The 3rd annual Emerging Communication Conference starts today in San Francisco. eComm always has a special place in our heart because we unveiled Fonolo for the first time at eComm ’08 and then unveiled our enterprise product at eComm ’09.
Unfortunately, the Iceland volcano is having a big impact on the attendee list, but the show is going on! Some speakers are even delivering their address via Skype. (Oddly appropriate.)
Here is the write-up for Shai’s presentation tomorrow:
Customer Experience in the Call Center: Can the Leaks in the Pipeline be Fixed?

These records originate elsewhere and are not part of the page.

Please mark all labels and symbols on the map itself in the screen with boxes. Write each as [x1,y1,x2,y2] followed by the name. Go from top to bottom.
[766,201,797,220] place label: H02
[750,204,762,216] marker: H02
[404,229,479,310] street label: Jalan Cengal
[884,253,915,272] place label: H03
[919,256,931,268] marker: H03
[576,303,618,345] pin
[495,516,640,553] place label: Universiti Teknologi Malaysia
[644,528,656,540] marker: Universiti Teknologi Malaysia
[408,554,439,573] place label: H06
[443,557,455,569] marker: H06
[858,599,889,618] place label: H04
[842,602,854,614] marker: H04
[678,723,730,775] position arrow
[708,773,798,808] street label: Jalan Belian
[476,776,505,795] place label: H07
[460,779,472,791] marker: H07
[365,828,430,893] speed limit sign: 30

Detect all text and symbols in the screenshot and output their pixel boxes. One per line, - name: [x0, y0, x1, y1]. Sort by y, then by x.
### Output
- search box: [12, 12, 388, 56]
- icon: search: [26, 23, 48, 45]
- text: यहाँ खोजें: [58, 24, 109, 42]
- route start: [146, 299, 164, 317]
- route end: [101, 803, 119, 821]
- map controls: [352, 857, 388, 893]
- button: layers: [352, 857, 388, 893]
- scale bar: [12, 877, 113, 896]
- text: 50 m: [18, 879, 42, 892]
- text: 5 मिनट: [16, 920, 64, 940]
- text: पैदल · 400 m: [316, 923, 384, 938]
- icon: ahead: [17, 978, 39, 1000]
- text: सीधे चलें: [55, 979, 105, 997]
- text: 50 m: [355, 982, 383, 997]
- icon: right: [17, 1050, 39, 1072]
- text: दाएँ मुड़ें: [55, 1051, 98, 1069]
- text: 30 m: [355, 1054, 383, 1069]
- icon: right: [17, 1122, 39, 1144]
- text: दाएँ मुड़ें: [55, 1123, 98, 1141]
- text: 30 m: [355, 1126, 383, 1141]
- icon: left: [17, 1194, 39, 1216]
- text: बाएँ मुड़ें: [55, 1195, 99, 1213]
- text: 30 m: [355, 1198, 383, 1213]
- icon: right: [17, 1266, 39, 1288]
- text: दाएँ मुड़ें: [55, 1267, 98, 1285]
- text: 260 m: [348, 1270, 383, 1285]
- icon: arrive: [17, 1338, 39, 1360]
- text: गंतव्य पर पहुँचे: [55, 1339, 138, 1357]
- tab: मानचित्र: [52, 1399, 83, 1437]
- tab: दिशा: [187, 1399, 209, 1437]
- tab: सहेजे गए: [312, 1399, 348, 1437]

Every day, millions of people make calls to large companies – banks, airlines, cell phone carriers, etc. – to speak to a customer service representative. For consumers, these calls often amount to a dreaded chore as well as a considerable loss of time. For companies, these calls amount to billions of dollars added to annual operating costs. Given the sheer volumes of time, money and energy spent on these customer service calls, improvements to their efficiency – even small ones – carry the potential to deliver significant results. Flaws in the way these calls are handled increase costs to companies in at least two ways: the higher expense associated with longer calls, and the loss of goodwill from customers.

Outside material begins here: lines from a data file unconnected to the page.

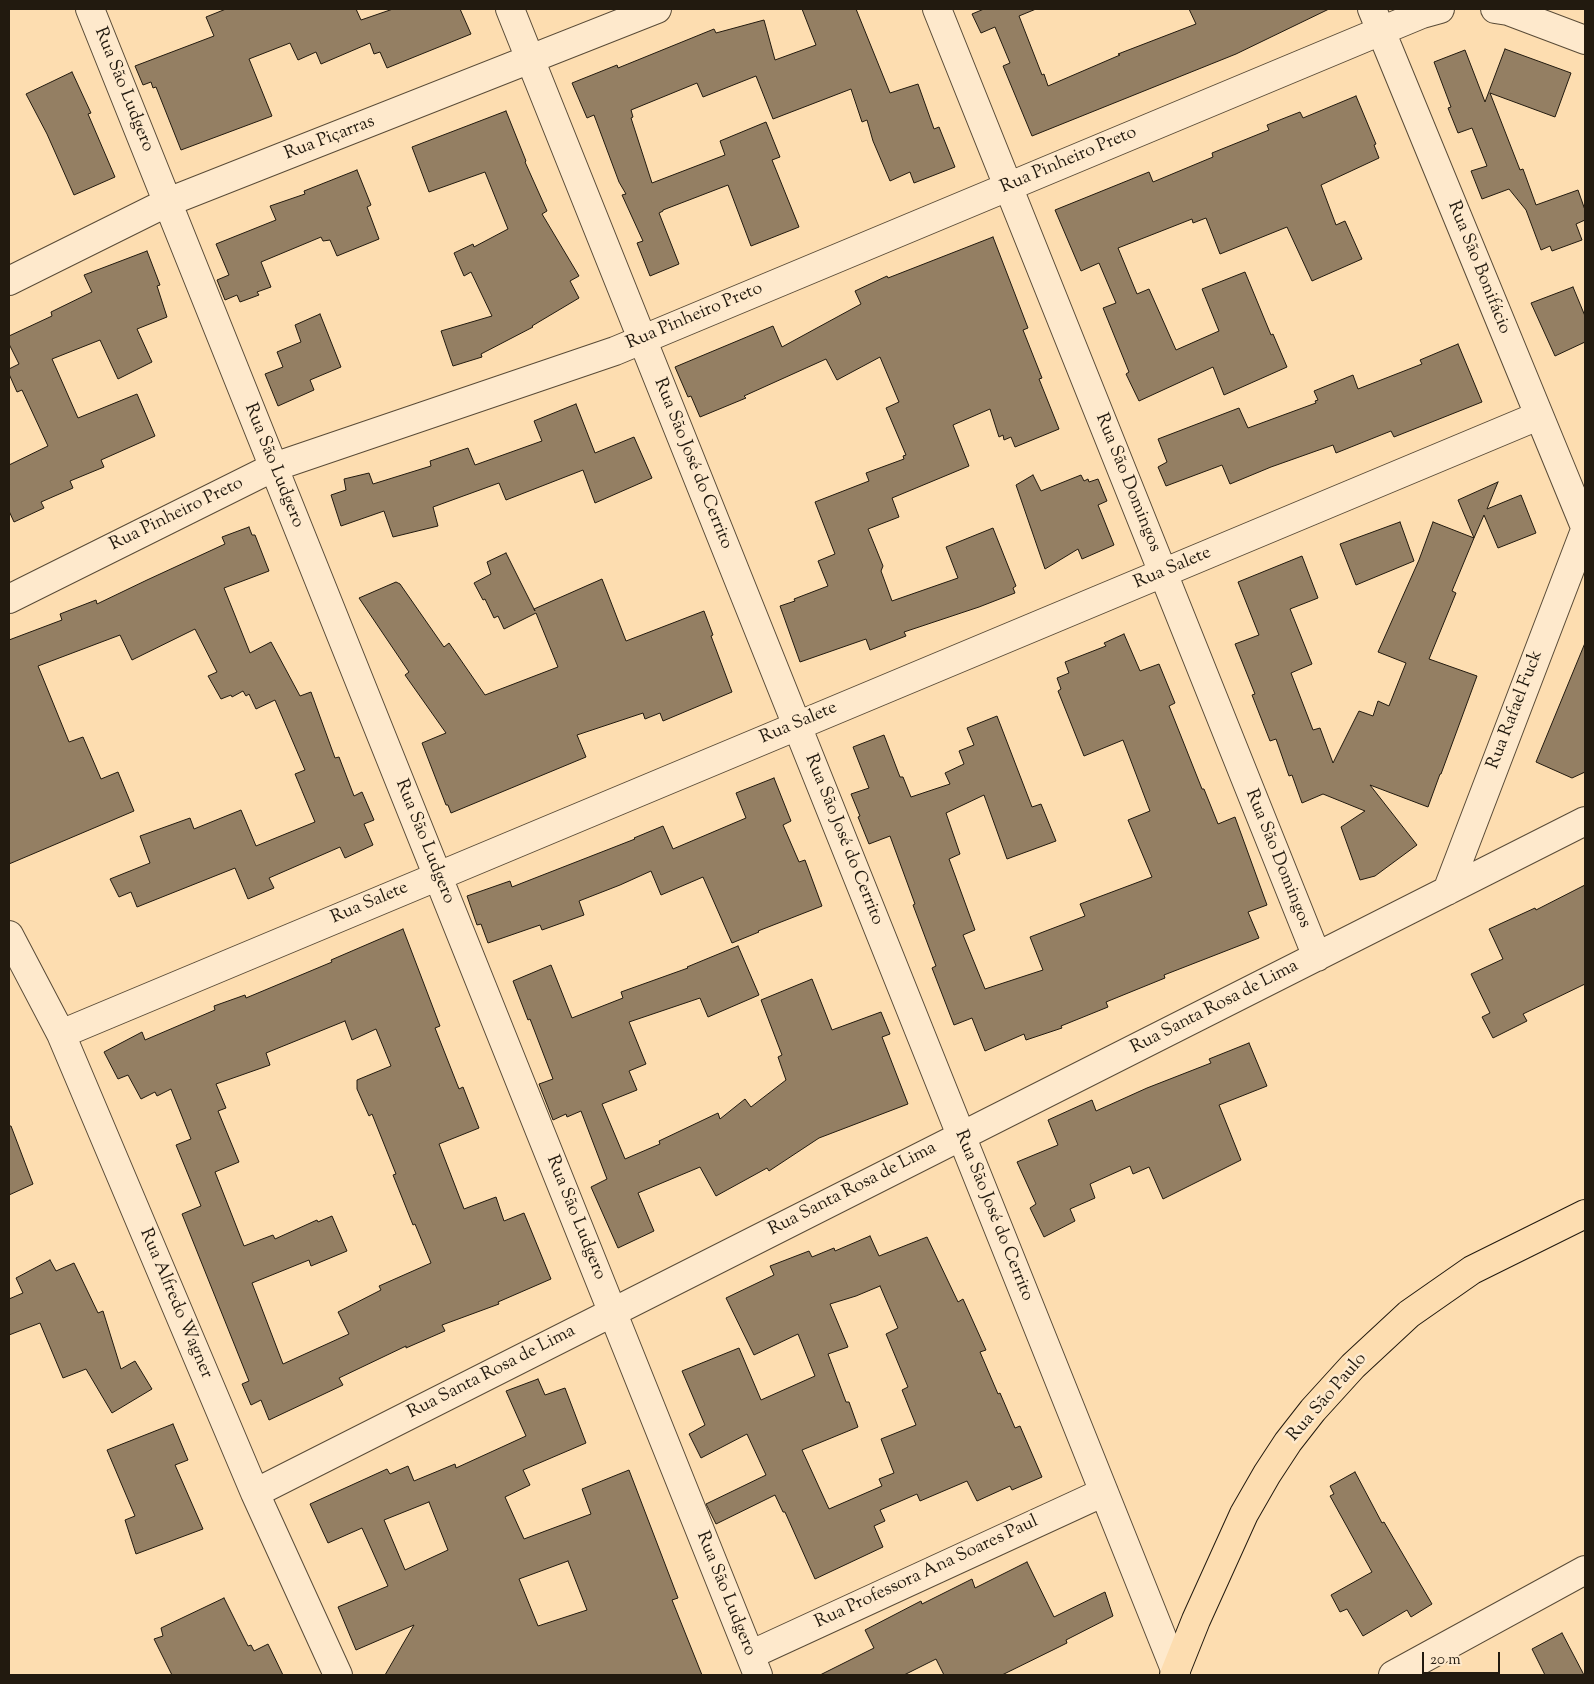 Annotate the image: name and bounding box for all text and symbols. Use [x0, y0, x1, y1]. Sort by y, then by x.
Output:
street label: Rua São Ludgero [88, 25, 158, 155]
street label: Rua Piçarras [282, 112, 378, 166]
street label: Rua Pinheiro Preto [998, 123, 1140, 199]
street label: Rua São Bonifácio [1441, 198, 1515, 338]
street label: Rua Pinheiro Preto [624, 279, 766, 355]
street label: Rua São José do Cerrito [648, 375, 736, 553]
street label: Rua São Ludgero [238, 401, 308, 531]
street label: Rua São Domingos [1089, 411, 1165, 555]
street label: Rua Pinheiro Preto [107, 473, 247, 557]
street label: Rua Salete [1131, 543, 1215, 595]
street label: Rua Rafael Fuck [1483, 648, 1549, 772]
street label: Rua Salete [757, 698, 841, 750]
street label: Rua São José do Cerrito [799, 751, 887, 929]
street label: Rua São Ludgero [389, 777, 459, 907]
street label: Rua São Domingos [1239, 787, 1315, 931]
street label: Rua Salete [328, 878, 412, 930]
street label: Rua Santa Rosa de Lima [1127, 956, 1303, 1060]
street label: Rua São José do Cerrito [949, 1127, 1037, 1305]
street label: Rua Santa Rosa de Lima [765, 1138, 941, 1242]
street label: Rua São Ludgero [540, 1153, 610, 1283]
street label: Rua Alfredo Wagner [134, 1226, 216, 1382]
street label: Rua Santa Rosa de Lima [404, 1321, 580, 1425]
street label: Rua São Paulo [1284, 1349, 1372, 1447]
street label: Rua Professora Ana Soares Paul [812, 1512, 1042, 1634]
street label: Rua São Ludgero [690, 1529, 760, 1659]
scale bar [1424, 1642, 1502, 1674]
text: 20 m [1430, 1650, 1461, 1671]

In 2008, Fonolo launched a service for consumers with the goal of learning more about how some of the shortcomings in the call center experience could be addressed. Fonolo’s technology platform performs navigation on behalf of callers dialing a corporate phone system, connecting them directly to the person or department they need. To make this possible, the company maintains a database of over 500 companies. For each company, the content, structure and usage of its phone menu (IVR) are tracked.
As a byproduct of this traffic, the company has accumulated a unique perspective about what it calls the “pipeline” that exists between a caller and the call center agent. This presentation draws on that traffic data, as feedback from Fonolo users and other industry sources, to identify trends in technology, caller expectations and customer experience.